____ Records to process
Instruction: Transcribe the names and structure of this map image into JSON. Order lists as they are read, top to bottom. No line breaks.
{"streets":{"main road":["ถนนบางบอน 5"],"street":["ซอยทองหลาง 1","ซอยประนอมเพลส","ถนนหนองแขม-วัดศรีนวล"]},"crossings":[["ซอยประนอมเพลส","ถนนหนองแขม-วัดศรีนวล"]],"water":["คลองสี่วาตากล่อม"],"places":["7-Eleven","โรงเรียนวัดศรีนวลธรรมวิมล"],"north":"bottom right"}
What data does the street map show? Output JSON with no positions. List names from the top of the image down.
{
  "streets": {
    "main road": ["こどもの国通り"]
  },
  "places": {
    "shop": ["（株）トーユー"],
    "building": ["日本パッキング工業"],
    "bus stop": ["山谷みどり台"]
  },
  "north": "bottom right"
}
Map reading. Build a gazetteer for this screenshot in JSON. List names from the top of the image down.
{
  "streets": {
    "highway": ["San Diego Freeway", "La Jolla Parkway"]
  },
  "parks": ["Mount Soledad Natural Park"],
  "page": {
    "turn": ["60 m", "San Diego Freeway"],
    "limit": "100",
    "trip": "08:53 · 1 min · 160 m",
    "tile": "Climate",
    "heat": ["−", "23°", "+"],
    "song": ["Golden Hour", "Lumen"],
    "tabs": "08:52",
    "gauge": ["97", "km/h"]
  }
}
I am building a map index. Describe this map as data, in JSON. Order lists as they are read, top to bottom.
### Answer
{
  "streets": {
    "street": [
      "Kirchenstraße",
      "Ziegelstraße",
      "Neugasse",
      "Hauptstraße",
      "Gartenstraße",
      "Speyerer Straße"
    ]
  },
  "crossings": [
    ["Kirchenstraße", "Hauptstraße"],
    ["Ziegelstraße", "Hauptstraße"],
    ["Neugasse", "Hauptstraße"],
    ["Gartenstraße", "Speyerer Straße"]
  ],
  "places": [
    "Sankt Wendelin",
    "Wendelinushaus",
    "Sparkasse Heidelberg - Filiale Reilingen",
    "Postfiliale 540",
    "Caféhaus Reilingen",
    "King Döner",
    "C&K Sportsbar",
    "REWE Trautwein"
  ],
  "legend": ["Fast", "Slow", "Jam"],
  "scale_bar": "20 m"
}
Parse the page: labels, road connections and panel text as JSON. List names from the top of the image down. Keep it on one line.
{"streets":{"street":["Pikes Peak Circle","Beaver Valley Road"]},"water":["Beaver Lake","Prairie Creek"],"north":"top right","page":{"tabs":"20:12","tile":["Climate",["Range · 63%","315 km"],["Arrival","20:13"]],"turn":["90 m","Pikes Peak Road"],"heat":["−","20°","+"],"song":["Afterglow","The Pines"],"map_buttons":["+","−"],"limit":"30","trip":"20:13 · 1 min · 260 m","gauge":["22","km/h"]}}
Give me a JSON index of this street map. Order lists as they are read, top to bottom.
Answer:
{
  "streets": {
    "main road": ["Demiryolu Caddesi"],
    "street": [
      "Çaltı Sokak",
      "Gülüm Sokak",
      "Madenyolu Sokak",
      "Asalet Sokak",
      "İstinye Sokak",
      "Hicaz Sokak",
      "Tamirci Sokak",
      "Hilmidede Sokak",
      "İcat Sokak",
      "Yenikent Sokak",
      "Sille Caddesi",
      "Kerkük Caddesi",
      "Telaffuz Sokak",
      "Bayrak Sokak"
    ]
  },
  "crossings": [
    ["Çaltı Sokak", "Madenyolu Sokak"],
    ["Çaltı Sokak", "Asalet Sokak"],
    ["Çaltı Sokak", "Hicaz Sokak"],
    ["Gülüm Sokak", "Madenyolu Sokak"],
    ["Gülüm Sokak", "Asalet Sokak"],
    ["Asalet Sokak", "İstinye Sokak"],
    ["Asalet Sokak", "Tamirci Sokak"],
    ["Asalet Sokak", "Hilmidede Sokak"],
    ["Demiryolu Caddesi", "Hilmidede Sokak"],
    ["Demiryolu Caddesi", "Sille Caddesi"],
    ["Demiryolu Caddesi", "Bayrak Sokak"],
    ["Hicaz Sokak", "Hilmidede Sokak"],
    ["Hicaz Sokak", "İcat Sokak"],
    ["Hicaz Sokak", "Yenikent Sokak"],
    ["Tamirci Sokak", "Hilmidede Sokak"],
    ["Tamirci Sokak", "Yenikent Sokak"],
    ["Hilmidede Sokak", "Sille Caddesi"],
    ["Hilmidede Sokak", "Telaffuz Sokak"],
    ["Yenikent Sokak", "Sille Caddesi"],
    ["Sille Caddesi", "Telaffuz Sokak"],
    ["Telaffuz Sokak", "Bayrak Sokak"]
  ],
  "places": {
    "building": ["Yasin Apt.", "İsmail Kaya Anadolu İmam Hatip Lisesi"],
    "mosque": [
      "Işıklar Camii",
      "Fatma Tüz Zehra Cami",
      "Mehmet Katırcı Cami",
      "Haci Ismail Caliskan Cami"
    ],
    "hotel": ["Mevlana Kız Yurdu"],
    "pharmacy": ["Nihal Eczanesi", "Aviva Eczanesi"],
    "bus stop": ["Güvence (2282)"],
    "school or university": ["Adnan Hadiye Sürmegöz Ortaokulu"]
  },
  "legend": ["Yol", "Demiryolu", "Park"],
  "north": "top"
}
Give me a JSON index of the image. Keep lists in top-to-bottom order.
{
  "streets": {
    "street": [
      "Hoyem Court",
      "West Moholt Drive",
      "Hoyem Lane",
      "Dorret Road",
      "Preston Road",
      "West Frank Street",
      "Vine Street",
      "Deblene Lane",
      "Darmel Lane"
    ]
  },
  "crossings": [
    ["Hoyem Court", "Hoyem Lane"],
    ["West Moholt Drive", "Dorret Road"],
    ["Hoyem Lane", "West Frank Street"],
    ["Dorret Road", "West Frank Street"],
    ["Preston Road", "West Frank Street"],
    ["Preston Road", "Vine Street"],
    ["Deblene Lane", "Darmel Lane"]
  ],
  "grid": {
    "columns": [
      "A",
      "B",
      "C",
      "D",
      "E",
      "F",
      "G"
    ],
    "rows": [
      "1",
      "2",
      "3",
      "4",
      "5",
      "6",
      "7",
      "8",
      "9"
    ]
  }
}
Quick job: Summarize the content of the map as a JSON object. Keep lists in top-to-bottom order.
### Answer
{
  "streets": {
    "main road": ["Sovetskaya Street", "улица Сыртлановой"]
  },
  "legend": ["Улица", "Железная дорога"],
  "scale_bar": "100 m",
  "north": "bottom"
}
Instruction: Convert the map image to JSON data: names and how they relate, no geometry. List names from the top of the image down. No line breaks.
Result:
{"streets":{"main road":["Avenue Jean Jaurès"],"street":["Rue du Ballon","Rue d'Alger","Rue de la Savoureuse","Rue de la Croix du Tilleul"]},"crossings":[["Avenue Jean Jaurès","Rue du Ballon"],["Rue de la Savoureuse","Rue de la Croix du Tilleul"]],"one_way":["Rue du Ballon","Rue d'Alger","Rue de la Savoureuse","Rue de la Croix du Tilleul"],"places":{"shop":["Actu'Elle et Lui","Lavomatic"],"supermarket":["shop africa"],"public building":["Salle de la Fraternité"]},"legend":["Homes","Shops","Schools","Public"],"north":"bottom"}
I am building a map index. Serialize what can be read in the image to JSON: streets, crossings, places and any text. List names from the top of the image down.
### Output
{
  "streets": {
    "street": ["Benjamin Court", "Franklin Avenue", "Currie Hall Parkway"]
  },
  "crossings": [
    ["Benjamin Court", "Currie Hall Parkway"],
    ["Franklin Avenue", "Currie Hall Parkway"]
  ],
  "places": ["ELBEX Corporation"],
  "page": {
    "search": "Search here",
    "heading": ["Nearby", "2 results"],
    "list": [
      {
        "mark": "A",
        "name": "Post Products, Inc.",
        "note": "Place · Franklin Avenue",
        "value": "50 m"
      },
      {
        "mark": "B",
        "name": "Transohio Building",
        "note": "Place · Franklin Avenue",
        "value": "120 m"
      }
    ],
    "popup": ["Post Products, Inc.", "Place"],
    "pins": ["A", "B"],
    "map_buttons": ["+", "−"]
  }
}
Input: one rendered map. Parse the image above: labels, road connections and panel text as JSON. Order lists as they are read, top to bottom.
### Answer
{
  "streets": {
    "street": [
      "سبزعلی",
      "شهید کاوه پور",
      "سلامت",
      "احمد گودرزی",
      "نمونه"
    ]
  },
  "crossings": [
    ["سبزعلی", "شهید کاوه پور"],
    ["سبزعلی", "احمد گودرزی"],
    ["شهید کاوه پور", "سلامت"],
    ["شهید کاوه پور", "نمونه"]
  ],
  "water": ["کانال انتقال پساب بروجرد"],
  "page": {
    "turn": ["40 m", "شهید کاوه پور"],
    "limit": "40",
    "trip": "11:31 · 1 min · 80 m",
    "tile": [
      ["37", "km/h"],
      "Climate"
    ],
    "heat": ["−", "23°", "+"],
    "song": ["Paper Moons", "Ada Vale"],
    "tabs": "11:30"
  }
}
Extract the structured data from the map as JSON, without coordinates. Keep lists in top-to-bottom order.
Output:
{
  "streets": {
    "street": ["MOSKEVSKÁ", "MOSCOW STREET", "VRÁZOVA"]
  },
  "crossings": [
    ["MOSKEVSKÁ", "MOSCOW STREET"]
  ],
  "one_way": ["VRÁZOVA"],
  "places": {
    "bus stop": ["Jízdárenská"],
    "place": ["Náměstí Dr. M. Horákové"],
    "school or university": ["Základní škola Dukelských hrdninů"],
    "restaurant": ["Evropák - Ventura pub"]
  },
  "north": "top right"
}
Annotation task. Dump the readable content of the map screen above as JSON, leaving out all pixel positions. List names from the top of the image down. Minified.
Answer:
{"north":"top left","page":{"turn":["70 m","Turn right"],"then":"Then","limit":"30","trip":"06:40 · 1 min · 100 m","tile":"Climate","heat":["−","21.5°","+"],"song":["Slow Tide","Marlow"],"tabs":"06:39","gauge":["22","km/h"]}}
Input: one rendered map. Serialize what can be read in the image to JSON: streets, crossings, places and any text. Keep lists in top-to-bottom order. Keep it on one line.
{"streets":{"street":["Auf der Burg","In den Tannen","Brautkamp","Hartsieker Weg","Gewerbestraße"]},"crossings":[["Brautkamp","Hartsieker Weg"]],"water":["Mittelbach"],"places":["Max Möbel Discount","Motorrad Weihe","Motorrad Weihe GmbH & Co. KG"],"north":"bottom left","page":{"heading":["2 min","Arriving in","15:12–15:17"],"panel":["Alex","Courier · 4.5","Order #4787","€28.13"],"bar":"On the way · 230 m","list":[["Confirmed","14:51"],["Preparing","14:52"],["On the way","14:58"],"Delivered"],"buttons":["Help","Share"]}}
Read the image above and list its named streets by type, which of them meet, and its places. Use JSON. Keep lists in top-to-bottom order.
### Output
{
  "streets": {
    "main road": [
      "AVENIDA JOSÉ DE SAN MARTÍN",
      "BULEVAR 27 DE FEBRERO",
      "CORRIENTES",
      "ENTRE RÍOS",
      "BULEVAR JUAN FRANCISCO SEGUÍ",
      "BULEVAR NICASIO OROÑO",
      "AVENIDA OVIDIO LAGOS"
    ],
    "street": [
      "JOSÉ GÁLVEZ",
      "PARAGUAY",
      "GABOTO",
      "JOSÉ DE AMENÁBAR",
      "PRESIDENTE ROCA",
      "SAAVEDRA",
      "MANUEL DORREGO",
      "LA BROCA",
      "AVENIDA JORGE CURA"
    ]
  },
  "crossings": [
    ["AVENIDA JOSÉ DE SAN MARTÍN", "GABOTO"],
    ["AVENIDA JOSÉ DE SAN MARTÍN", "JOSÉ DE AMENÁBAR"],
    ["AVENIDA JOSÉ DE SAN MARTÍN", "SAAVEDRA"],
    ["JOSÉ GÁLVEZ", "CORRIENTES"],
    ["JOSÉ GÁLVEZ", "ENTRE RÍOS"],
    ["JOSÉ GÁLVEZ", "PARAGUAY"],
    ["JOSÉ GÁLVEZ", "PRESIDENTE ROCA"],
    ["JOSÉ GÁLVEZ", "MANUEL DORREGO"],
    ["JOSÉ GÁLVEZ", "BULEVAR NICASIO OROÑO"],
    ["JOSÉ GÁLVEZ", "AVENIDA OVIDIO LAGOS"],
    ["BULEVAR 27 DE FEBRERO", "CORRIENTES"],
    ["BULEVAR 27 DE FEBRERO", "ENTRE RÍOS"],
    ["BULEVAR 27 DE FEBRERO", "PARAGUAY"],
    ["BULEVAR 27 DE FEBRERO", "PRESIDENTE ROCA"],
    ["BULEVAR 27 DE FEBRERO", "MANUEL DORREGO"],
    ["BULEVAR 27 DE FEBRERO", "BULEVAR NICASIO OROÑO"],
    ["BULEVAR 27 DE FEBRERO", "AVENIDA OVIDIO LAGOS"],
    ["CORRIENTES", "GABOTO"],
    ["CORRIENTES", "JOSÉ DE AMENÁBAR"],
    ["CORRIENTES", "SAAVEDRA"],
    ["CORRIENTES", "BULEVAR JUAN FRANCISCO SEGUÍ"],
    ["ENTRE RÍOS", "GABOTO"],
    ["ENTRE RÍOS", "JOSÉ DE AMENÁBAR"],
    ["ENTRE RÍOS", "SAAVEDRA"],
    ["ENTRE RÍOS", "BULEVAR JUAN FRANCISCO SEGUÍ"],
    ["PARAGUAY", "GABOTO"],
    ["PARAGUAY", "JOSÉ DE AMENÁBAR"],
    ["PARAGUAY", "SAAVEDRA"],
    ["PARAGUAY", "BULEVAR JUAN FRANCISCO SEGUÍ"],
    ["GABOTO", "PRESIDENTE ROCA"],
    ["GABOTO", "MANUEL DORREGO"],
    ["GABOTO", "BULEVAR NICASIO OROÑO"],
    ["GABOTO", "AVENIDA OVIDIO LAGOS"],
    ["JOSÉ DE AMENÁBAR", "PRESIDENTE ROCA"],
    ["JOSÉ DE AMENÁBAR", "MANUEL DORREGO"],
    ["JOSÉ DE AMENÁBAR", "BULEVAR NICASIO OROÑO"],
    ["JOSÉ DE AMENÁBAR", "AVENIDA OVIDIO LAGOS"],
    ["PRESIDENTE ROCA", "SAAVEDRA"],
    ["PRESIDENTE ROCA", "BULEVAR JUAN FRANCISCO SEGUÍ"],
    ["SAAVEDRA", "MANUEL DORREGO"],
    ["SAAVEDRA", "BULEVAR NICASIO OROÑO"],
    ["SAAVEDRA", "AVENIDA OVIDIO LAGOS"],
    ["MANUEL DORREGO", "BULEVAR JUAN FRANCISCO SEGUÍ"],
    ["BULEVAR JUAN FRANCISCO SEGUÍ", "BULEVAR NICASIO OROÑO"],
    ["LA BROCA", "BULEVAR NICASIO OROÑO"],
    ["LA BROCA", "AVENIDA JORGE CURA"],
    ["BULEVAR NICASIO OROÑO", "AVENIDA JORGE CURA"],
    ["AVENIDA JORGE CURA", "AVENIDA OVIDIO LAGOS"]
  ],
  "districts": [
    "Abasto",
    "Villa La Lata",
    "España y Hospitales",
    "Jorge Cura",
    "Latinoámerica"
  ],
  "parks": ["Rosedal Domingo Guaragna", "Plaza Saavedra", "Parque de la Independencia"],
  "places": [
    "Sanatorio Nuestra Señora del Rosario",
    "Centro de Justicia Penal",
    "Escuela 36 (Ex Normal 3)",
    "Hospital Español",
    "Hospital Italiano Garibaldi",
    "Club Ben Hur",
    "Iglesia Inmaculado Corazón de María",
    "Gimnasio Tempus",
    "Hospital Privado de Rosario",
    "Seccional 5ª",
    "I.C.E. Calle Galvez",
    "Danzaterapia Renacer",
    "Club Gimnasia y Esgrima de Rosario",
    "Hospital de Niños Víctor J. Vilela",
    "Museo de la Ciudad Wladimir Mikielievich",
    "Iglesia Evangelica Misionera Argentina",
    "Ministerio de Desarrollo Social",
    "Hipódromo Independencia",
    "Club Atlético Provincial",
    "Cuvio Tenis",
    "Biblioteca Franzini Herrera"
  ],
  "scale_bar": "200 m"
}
________
> _Your instructions_
Above are some lines. Repeat exactly, and only, those from the line that has "Instruction: Convert the" through the line that has "I am building a map index. Serialize".

> _Worked solution_
Instruction: Convert the map image to JSON data: names and how they relate, no geometry. List names from the top of the image down. No line breaks.
Result:
{"streets":{"main road":["Avenue Jean Jaurès"],"street":["Rue du Ballon","Rue d'Alger","Rue de la Savoureuse","Rue de la Croix du Tilleul"]},"crossings":[["Avenue Jean Jaurès","Rue du Ballon"],["Rue de la Savoureuse","Rue de la Croix du Tilleul"]],"one_way":["Rue du Ballon","Rue d'Alger","Rue de la Savoureuse","Rue de la Croix du Tilleul"],"places":{"shop":["Actu'Elle et Lui","Lavomatic"],"supermarket":["shop africa"],"public building":["Salle de la Fraternité"]},"legend":["Homes","Shops","Schools","Public"],"north":"bottom"}
I am building a map index. Serialize what can be read in the image to JSON: streets, crossings, places and any text. List names from the top of the image down.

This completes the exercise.